Mercredi 7 mai 2008
Secondé par Lisbeth Salander, jeune femme rebelle et perturbée, placée sous contrôle social mais fouineuse hors pair, Mikael Blomkvist, cassé par un procès en diffamation qu’il vient de perdre, se plonge sans espoir dans les documents cent fois examinés, jusqu’au jour où une intuition lui fait reprendre un dossier.
Régulièrement bousculés par de nouvelles informations, suivant les méandres des haines familiales et des scandales financiers, lancés bientôt dans le monde des tueurs psychopathes, le journaliste tenace et l’écorchée vive vont résoudre l’affaire des fleurs séchées et découvrir ce qu’il faudrait peut-être taire.
Editeur : Actes sud 2006 Traduction : Lena Grumbach et Marc de Gouvenain 575 pages Titre original : Män som hatar kvinnor
Je ne prétends pas faire un billet particulièrement original aujourd’hui : j’ai succombé à la Milleniumania, et j’en rends compte, sans ressentir le plaisir de vous faire découvrir quelque auteur ou roman méconnu !

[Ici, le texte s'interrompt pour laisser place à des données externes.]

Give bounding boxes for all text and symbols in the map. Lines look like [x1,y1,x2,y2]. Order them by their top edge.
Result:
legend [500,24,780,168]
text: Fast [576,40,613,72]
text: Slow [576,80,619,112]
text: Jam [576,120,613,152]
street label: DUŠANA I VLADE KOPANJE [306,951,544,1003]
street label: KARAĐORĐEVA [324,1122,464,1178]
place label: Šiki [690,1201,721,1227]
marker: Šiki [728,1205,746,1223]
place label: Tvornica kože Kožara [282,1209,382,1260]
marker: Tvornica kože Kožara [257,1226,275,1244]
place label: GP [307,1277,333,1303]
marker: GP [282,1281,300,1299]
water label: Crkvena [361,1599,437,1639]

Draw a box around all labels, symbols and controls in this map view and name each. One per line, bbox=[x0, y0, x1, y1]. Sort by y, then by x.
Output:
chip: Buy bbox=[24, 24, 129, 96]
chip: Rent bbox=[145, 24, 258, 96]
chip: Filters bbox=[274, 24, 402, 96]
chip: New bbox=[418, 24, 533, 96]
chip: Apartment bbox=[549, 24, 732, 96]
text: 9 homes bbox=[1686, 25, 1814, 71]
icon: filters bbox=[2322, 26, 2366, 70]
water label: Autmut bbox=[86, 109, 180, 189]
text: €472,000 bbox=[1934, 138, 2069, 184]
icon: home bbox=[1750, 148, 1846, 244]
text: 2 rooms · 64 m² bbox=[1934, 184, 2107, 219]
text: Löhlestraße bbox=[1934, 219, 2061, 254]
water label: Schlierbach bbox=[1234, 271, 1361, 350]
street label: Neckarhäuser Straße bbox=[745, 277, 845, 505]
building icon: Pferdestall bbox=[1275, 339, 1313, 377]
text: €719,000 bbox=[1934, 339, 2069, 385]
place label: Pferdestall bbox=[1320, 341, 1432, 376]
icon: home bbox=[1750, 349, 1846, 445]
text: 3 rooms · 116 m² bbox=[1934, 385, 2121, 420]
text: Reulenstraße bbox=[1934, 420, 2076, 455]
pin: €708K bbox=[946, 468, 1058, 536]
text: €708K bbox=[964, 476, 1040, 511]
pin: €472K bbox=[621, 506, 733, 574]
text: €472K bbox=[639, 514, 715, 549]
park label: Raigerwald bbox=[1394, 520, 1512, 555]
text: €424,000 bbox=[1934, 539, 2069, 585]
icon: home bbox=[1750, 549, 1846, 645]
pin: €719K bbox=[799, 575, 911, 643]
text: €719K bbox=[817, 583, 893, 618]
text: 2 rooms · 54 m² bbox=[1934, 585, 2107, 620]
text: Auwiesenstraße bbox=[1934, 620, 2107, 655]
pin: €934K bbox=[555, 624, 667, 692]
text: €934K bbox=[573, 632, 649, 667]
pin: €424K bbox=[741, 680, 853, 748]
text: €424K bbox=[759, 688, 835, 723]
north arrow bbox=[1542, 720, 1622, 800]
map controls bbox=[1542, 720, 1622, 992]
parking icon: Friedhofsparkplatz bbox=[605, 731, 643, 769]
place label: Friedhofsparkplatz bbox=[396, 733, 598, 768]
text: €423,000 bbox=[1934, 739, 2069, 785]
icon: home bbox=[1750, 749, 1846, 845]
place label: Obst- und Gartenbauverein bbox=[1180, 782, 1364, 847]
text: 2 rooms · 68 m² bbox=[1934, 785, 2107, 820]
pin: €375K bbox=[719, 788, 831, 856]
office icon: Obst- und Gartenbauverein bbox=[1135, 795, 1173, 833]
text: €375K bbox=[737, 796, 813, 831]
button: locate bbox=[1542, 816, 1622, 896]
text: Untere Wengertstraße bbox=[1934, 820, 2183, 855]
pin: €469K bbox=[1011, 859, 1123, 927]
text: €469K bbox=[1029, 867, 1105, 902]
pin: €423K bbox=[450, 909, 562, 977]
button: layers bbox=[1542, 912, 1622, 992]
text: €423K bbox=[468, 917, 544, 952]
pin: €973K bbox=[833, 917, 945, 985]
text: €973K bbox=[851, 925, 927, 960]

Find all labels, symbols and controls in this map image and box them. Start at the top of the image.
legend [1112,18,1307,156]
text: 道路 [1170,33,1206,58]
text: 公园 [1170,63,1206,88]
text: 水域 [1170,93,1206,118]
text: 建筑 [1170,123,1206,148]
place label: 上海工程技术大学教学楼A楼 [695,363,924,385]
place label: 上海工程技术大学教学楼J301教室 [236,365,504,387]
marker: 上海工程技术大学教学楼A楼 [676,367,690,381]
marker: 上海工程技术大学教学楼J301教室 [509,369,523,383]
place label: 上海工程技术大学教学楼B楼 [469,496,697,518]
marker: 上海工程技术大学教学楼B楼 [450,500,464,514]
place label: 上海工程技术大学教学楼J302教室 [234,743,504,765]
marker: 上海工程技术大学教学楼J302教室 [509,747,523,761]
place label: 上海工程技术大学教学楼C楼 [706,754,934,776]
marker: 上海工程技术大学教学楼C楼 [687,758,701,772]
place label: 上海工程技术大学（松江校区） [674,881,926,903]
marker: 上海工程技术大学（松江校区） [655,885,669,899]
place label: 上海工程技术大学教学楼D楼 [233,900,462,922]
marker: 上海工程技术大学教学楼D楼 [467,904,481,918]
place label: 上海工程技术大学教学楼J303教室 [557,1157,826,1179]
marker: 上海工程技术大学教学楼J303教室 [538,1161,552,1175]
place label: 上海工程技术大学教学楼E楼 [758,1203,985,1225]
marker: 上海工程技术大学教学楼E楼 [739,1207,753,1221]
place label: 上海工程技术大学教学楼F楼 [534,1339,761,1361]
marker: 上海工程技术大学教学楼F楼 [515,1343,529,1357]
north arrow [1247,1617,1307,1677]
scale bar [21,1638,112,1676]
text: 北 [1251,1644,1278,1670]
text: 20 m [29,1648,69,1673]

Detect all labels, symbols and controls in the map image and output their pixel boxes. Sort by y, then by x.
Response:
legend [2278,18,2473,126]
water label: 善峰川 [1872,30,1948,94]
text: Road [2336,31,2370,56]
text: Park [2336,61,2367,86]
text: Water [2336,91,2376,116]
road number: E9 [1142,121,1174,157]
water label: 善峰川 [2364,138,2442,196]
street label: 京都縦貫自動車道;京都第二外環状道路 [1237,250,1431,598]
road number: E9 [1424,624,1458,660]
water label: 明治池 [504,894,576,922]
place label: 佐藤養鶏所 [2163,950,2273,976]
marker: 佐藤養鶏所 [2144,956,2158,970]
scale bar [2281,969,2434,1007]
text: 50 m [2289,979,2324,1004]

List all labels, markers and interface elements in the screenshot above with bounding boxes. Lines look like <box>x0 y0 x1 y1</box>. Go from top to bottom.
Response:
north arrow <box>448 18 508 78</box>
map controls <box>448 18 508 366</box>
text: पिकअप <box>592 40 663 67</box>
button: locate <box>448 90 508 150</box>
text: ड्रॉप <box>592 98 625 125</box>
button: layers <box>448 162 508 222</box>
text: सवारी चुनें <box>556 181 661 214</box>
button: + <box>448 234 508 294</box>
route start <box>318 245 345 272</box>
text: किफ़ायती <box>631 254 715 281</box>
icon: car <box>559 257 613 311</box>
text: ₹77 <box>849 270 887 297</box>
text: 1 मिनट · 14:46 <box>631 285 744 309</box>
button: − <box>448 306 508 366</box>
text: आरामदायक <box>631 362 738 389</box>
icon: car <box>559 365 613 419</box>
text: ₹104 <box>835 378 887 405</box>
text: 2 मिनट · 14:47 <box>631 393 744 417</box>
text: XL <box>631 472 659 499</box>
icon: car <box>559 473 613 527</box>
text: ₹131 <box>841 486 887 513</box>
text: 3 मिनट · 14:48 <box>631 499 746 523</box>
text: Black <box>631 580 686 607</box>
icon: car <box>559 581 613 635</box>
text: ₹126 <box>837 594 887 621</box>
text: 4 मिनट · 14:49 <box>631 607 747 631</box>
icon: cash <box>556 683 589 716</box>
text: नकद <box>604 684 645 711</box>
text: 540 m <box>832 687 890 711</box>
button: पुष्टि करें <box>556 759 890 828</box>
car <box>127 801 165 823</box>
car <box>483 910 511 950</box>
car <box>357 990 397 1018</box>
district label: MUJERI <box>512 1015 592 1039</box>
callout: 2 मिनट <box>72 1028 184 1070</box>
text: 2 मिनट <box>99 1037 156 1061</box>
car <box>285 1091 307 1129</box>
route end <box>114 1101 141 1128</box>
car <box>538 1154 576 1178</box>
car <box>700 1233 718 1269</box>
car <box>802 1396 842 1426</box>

J’ai aimé cette lecture, mais ce n’est pas vraiment un coup de cœur : le scénario est bien ficelé, avec deux histoires en une, les situations sont fouillées et n’ont pas trop un goût de déjà-vu, les personnages sont attachants, avec une mention spéciale pour Lisbeth Salander, l’objet-livre est beau et agréable à lire… Alors quoi ? Je m’attendais sans doute à un peu autre chose, avec toutes les louanges que j’avais lues ici ou là ! J’ai adoré jusqu’à la rencontre de Mikael Blomkvist et Lisbeth Salander, ensuite un petit peu moins… La sauce n’a pas tout à fait pris en ce qui me concerne, et voilà !
C’est une lecture très distrayante toutefois, mais si vous n’avez pas envie de le lire, pourquoi pas ? Vous n’en mourrez pas plus bête ! De mon côté, je ne me précipiterai pas immédiatement sur les tomes deux et trois que je pense quand même lire un jour...
Ils/elles l’ont lu aussi (faites-moi signe si je vous ai oublié !) Yspaddaden, Betty, Karine, Cathulu, Bellesahi, Florinette, Lou, Gawou, Anna Blume, Gachucha, BMR et MAM, Valdebaz, Dasola, Alain, Tamara, Cuné, Emeraude et Rethymna...
Des extraits :
La première phrase
C'était maintenant devenu un événement annuel. L'homme qui recevait la fleur fêtait ce jour-là ses quatre-vingt-deux ans.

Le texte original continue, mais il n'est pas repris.